Assignment:
When you retype the data, keep every word exactly and include none of the pictures.

Data supplied:
[Start of Attachment]
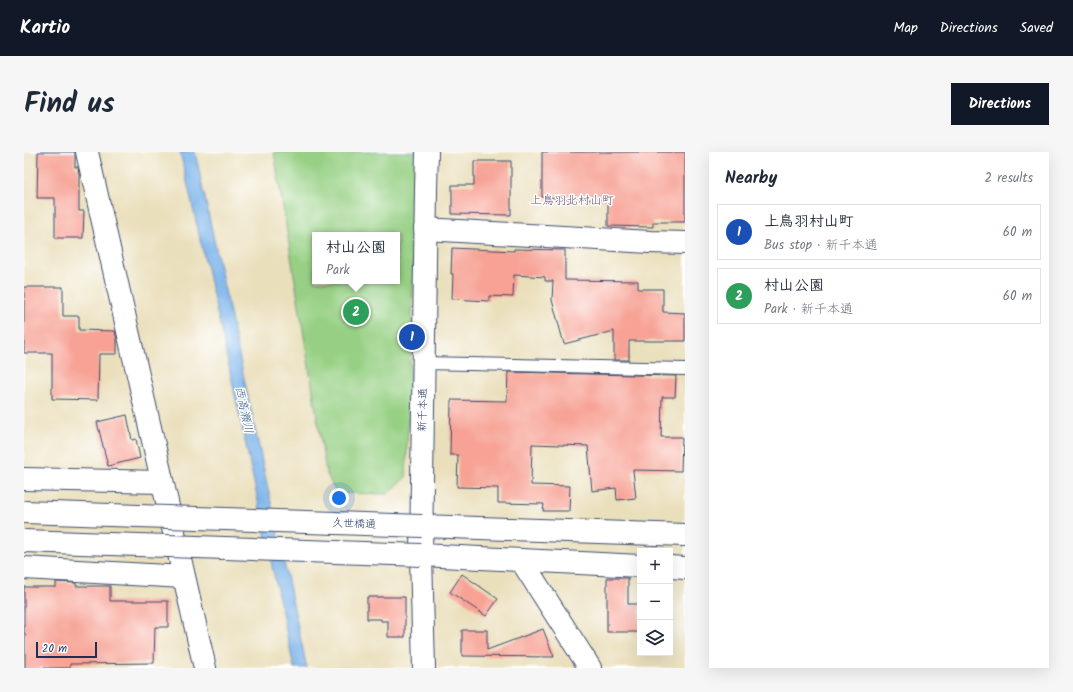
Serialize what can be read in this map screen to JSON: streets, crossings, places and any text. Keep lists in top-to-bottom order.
{
  "streets": {
    "street": ["新千本通", "久世橋通"]
  },
  "crossings": [
    ["新千本通", "久世橋通"]
  ],
  "districts": ["上鳥羽北村山町"],
  "water": ["西高瀬川"],
  "scale_bar": "20 m",
  "page": {
    "header": "Kartio",
    "nav": ["Map", "Directions", "Saved"],
    "title": "Find us",
    "buttons": "Directions",
    "heading": ["Nearby", "2 results"],
    "list": [
      {
        "mark": "1",
        "name": "上鳥羽村山町",
        "note": "Bus stop · 新千本通",
        "value": "60 m"
      },
      {
        "mark": "2",
        "name": "村山公園",
        "note": "Park · 新千本通",
        "value": "60 m"
      }
    ],
    "popup": ["村山公園", "Park"],
    "pins": ["2", "1"],
    "map_buttons": ["+", "−"],
    "scale": "20 m"
  }
}
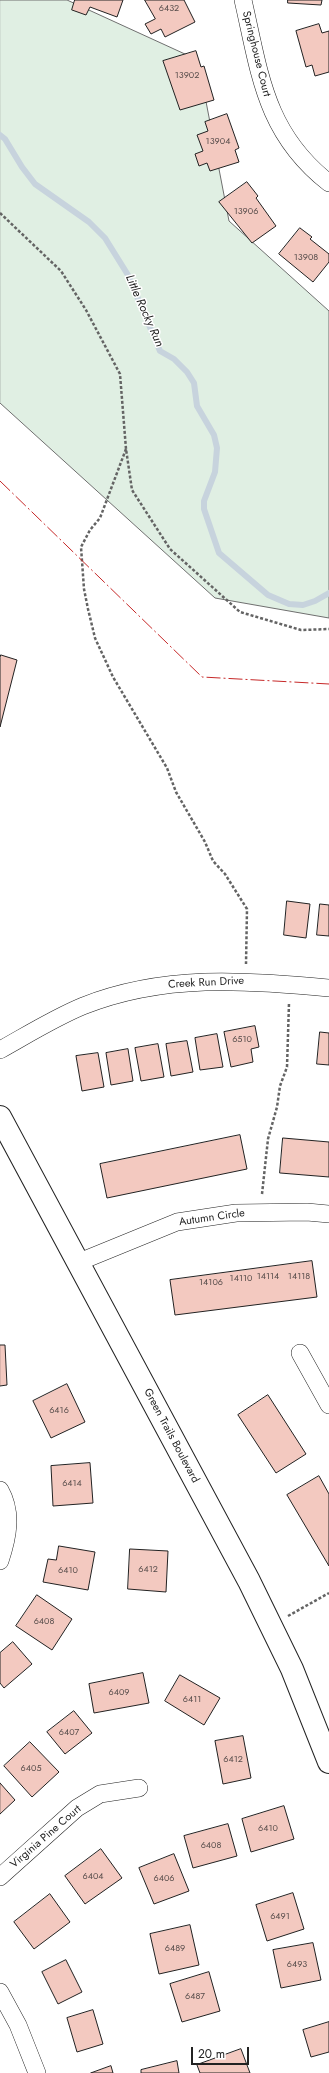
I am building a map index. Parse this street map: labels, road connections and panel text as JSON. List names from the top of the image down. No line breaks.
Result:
{"streets":{"street":["Springhouse Court","Creek Run Drive","Autumn Circle","Green Trails Boulevard","Virginia Pine Court"]},"crossings":[["Autumn Circle","Green Trails Boulevard"]],"water":["Little Rocky Run"],"house_numbers":["6432","13902","13904","13906","13908","6510","14114","14118","14110","14106","6416","6414","6412","6410","6408","6409","6411","6407","6412","6405","6410","6408","6404","6406","6491","6489","6493","6487"],"scale_bar":"20 m"}
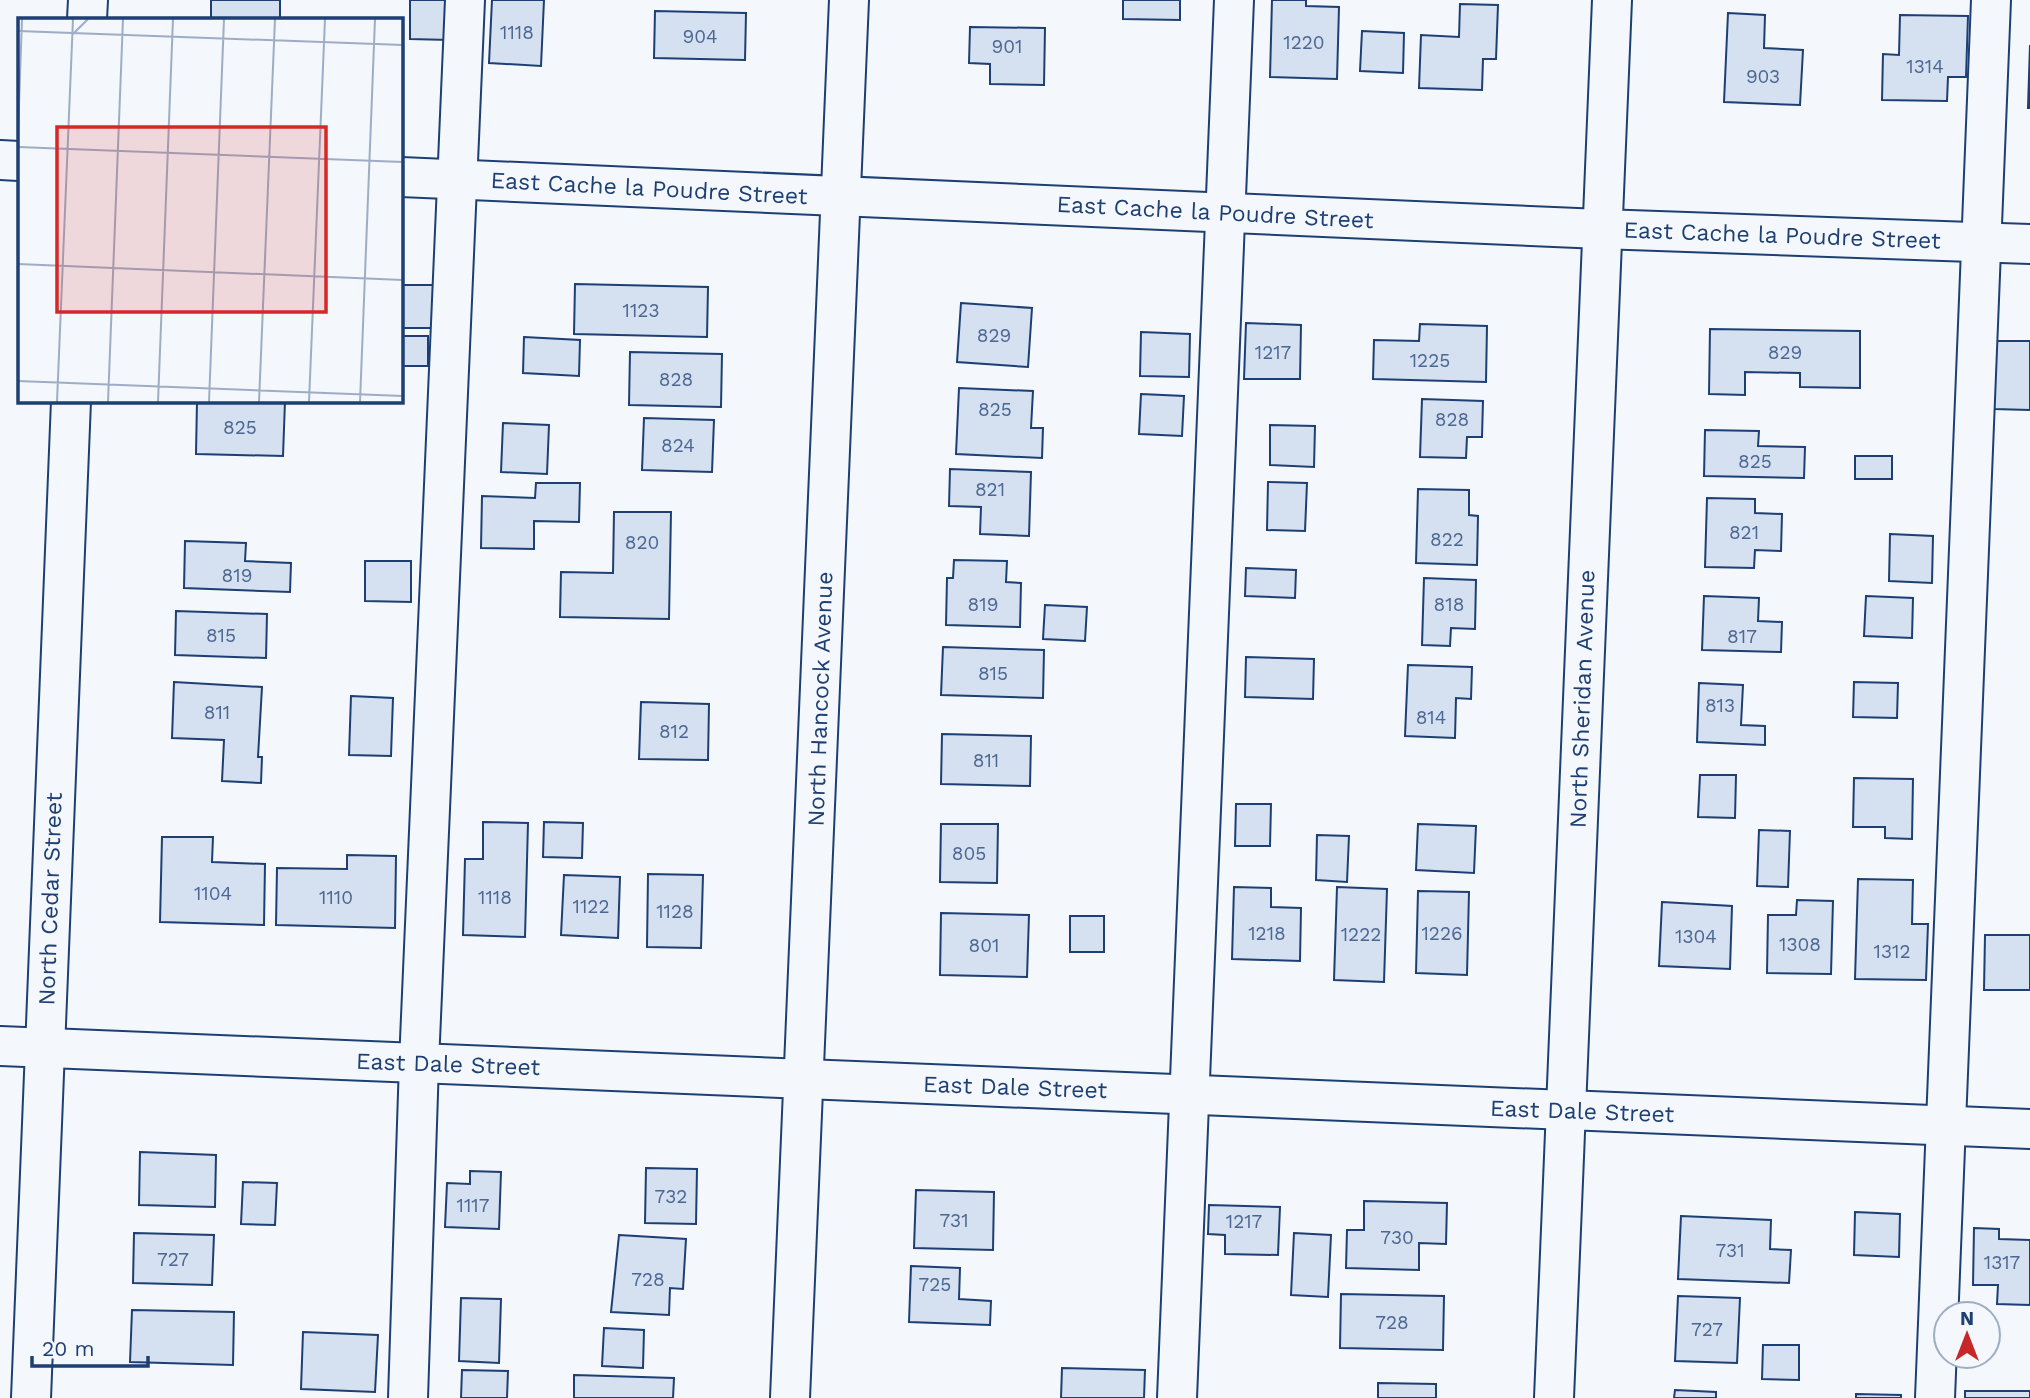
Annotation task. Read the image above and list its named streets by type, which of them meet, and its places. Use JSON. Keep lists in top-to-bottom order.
{
  "streets": {
    "street": [
      "East Cache la Poudre Street",
      "North Hancock Avenue",
      "North Sheridan Avenue",
      "North Cedar Street",
      "East Dale Street"
    ]
  },
  "crossings": [
    ["East Cache la Poudre Street", "North Hancock Avenue"],
    ["East Cache la Poudre Street", "North Sheridan Avenue"],
    ["North Hancock Avenue", "East Dale Street"],
    ["North Sheridan Avenue", "East Dale Street"],
    ["North Cedar Street", "East Dale Street"]
  ],
  "house_numbers": [
    "1118",
    "904",
    "1220",
    "901",
    "1314",
    "903",
    "1123",
    "829",
    "1217",
    "829",
    "1225",
    "828",
    "825",
    "828",
    "825",
    "824",
    "825",
    "821",
    "821",
    "822",
    "820",
    "819",
    "819",
    "818",
    "815",
    "817",
    "815",
    "813",
    "811",
    "814",
    "812",
    "811",
    "805",
    "1104",
    "1110",
    "1118",
    "1122",
    "1128",
    "1218",
    "1226",
    "1222",
    "1304",
    "1308",
    "801",
    "1312",
    "732",
    "1117",
    "731",
    "1217",
    "730",
    "731",
    "727",
    "1317",
    "728",
    "725",
    "728",
    "727"
  ],
  "scale_bar": "20 m",
  "north": "top"
}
[End of Attachment]
Solution to this problem:
Serialize what can be read in this map screen to JSON: streets, crossings, places and any text. Keep lists in top-to-bottom order.
{
  "streets": {
    "street": ["新千本通", "久世橋通"]
  },
  "crossings": [
    ["新千本通", "久世橋通"]
  ],
  "districts": ["上鳥羽北村山町"],
  "water": ["西高瀬川"],
  "scale_bar": "20 m",
  "page": {
    "header": "Kartio",
    "nav": ["Map", "Directions", "Saved"],
    "title": "Find us",
    "buttons": "Directions",
    "heading": ["Nearby", "2 results"],
    "list": [
      {
        "mark": "1",
        "name": "上鳥羽村山町",
        "note": "Bus stop · 新千本通",
        "value": "60 m"
      },
      {
        "mark": "2",
        "name": "村山公園",
        "note": "Park · 新千本通",
        "value": "60 m"
      }
    ],
    "popup": ["村山公園", "Park"],
    "pins": ["2", "1"],
    "map_buttons": ["+", "−"],
    "scale": "20 m"
  }
}
I am building a map index. Parse this street map: labels, road connections and panel text as JSON. List names from the top of the image down. No line breaks.
Result:
{"streets":{"street":["Springhouse Court","Creek Run Drive","Autumn Circle","Green Trails Boulevard","Virginia Pine Court"]},"crossings":[["Autumn Circle","Green Trails Boulevard"]],"water":["Little Rocky Run"],"house_numbers":["6432","13902","13904","13906","13908","6510","14114","14118","14110","14106","6416","6414","6412","6410","6408","6409","6411","6407","6412","6405","6410","6408","6404","6406","6491","6489","6493","6487"],"scale_bar":"20 m"}
Annotation task. Read the image above and list its named streets by type, which of them meet, and its places. Use JSON. Keep lists in top-to-bottom order.
{
  "streets": {
    "street": [
      "East Cache la Poudre Street",
      "North Hancock Avenue",
      "North Sheridan Avenue",
      "North Cedar Street",
      "East Dale Street"
    ]
  },
  "crossings": [
    ["East Cache la Poudre Street", "North Hancock Avenue"],
    ["East Cache la Poudre Street", "North Sheridan Avenue"],
    ["North Hancock Avenue", "East Dale Street"],
    ["North Sheridan Avenue", "East Dale Street"],
    ["North Cedar Street", "East Dale Street"]
  ],
  "house_numbers": [
    "1118",
    "904",
    "1220",
    "901",
    "1314",
    "903",
    "1123",
    "829",
    "1217",
    "829",
    "1225",
    "828",
    "825",
    "828",
    "825",
    "824",
    "825",
    "821",
    "821",
    "822",
    "820",
    "819",
    "819",
    "818",
    "815",
    "817",
    "815",
    "813",
    "811",
    "814",
    "812",
    "811",
    "805",
    "1104",
    "1110",
    "1118",
    "1122",
    "1128",
    "1218",
    "1226",
    "1222",
    "1304",
    "1308",
    "801",
    "1312",
    "732",
    "1117",
    "731",
    "1217",
    "730",
    "731",
    "727",
    "1317",
    "728",
    "725",
    "728",
    "727"
  ],
  "scale_bar": "20 m",
  "north": "top"
}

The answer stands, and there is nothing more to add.